# [YOUR TASK]
Please output the data below exactly as given, starting at its first line and stopping after the line that contains "2px #cfcfe1) drop-shadow(0".

[Stored dataset items]
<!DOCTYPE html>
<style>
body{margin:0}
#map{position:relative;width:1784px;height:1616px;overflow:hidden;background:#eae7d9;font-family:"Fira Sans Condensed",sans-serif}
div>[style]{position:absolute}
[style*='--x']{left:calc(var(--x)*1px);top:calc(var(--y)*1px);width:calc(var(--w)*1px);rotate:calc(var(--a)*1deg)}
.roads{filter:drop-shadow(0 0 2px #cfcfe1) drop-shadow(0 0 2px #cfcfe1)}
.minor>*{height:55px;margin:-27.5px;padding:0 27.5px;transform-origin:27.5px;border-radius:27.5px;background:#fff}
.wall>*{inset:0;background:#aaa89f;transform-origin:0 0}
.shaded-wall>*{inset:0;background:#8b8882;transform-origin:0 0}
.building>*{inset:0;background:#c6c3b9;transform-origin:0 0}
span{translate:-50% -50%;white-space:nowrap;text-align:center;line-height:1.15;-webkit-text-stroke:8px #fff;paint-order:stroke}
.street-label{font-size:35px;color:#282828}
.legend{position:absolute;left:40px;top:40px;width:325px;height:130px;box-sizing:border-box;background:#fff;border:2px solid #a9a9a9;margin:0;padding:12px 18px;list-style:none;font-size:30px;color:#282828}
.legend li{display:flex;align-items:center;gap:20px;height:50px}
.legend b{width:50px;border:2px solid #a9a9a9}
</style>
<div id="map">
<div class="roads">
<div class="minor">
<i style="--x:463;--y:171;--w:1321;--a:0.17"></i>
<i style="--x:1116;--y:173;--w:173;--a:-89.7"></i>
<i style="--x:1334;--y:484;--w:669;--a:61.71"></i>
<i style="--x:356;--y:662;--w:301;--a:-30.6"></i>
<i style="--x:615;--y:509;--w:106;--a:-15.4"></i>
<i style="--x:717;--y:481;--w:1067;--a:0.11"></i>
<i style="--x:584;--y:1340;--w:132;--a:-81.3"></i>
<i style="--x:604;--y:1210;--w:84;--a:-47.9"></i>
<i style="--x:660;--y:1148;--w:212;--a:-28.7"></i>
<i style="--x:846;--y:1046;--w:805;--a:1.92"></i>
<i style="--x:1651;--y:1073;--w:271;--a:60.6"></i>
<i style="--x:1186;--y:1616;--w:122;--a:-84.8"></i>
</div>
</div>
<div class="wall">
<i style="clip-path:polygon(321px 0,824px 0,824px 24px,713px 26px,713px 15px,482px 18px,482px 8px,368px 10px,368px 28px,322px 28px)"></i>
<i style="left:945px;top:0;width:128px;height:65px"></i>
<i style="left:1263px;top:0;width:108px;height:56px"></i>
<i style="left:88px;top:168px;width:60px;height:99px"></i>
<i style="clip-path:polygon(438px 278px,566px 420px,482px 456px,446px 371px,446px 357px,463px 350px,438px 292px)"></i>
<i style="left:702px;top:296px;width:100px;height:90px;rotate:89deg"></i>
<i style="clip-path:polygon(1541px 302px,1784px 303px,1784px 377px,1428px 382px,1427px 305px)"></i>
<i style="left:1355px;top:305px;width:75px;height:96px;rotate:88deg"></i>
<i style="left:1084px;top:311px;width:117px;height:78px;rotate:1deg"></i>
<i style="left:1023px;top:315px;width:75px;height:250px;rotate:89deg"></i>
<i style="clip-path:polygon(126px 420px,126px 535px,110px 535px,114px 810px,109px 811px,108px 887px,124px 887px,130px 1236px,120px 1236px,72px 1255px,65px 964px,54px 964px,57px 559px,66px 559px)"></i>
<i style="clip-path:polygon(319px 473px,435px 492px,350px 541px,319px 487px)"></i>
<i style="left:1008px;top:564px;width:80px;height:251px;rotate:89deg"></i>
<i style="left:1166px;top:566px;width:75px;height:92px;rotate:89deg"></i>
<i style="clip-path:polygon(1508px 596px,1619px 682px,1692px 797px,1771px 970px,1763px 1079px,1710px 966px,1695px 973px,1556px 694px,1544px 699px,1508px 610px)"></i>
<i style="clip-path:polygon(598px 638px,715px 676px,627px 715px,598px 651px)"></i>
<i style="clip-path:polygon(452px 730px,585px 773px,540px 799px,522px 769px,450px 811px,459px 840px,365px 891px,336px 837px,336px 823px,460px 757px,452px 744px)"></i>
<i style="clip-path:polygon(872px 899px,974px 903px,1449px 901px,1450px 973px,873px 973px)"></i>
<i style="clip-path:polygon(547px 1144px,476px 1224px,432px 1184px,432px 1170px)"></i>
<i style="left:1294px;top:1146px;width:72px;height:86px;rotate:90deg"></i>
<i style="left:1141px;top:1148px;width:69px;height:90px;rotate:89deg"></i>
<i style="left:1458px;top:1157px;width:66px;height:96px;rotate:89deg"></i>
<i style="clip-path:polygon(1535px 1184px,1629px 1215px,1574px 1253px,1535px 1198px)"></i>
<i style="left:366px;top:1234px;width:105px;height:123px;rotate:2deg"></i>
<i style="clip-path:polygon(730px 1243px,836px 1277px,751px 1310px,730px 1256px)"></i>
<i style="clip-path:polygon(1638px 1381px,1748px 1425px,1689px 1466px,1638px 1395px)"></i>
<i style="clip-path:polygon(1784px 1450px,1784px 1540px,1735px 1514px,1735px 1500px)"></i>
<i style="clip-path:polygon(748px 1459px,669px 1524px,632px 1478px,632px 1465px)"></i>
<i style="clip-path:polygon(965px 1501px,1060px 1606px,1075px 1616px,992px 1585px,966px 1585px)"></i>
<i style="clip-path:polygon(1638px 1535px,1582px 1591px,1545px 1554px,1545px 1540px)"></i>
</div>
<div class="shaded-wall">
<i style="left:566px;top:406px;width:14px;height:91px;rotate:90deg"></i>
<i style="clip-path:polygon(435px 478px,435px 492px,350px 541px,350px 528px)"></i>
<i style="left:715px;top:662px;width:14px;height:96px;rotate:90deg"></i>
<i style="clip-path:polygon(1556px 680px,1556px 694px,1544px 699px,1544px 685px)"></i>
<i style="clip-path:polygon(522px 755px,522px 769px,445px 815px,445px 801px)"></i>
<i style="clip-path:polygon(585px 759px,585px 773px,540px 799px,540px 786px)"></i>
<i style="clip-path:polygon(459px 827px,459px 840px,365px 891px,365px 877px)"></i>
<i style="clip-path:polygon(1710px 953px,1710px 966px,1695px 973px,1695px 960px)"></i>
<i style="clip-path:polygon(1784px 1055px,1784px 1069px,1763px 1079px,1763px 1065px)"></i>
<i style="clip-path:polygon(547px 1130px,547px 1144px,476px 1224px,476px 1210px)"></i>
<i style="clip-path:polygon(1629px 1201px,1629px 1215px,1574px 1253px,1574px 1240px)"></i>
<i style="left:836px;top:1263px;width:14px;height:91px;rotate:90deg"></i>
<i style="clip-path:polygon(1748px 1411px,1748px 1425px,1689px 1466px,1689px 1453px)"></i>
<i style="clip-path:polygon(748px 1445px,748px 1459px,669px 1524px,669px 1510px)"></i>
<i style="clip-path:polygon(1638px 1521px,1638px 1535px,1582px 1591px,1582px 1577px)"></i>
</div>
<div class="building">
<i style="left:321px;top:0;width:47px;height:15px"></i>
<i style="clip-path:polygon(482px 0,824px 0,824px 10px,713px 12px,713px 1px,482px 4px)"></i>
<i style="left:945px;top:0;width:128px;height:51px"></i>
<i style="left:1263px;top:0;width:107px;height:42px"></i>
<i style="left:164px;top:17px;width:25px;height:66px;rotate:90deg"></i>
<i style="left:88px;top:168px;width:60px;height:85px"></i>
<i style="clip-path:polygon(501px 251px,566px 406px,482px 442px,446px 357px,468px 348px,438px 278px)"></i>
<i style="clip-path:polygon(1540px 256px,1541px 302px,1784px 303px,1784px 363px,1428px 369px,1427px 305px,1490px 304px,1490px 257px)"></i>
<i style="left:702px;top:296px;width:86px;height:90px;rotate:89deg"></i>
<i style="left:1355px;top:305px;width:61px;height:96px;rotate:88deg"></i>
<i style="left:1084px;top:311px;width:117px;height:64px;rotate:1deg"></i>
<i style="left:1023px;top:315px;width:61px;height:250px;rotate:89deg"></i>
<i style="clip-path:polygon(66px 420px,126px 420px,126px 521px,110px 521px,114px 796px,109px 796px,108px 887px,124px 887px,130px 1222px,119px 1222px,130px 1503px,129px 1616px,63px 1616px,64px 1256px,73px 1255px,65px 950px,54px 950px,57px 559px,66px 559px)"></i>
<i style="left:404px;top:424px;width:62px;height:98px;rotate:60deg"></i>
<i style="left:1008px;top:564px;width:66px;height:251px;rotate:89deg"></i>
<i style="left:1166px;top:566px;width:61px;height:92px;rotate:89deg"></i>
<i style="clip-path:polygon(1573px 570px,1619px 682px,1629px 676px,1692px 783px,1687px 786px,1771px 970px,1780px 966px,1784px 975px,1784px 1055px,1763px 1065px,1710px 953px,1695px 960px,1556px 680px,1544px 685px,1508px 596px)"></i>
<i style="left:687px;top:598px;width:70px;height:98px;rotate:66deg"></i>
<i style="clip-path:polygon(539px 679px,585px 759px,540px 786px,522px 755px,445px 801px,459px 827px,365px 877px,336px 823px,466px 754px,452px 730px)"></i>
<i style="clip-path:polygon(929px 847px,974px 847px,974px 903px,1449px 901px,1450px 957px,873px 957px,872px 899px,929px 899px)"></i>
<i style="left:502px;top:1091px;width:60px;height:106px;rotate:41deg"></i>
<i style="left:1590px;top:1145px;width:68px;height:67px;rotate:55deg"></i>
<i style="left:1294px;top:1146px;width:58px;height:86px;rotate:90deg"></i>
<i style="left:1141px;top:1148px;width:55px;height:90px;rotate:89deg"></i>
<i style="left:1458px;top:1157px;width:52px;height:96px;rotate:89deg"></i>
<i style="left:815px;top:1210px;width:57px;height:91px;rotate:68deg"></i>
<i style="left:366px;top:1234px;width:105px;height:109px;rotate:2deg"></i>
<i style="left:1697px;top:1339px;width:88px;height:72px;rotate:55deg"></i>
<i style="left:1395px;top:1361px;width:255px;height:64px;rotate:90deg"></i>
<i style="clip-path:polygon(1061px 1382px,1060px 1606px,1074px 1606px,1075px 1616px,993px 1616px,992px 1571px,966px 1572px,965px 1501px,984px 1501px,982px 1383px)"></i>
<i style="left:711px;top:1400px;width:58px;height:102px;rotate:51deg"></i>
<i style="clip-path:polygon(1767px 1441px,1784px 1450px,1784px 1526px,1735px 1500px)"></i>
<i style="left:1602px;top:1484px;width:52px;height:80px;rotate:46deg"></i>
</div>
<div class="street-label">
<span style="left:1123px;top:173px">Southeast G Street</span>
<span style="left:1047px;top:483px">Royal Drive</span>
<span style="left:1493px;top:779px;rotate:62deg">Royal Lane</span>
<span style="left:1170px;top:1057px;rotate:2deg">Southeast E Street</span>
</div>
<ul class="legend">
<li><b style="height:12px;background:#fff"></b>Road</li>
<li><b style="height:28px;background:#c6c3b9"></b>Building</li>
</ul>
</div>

# [RESULT OF THE TASK]
<!DOCTYPE html>
<style>
body{margin:0}
#map{position:relative;width:1784px;height:1616px;overflow:hidden;background:#eae7d9;font-family:"Fira Sans Condensed",sans-serif}
div>[style]{position:absolute}
[style*='--x']{left:calc(var(--x)*1px);top:calc(var(--y)*1px);width:calc(var(--w)*1px);rotate:calc(var(--a)*1deg)}
.roads{filter:drop-shadow(0 0 2px #cfcfe1) drop-shadow(0 0 2px #cfcfe1)}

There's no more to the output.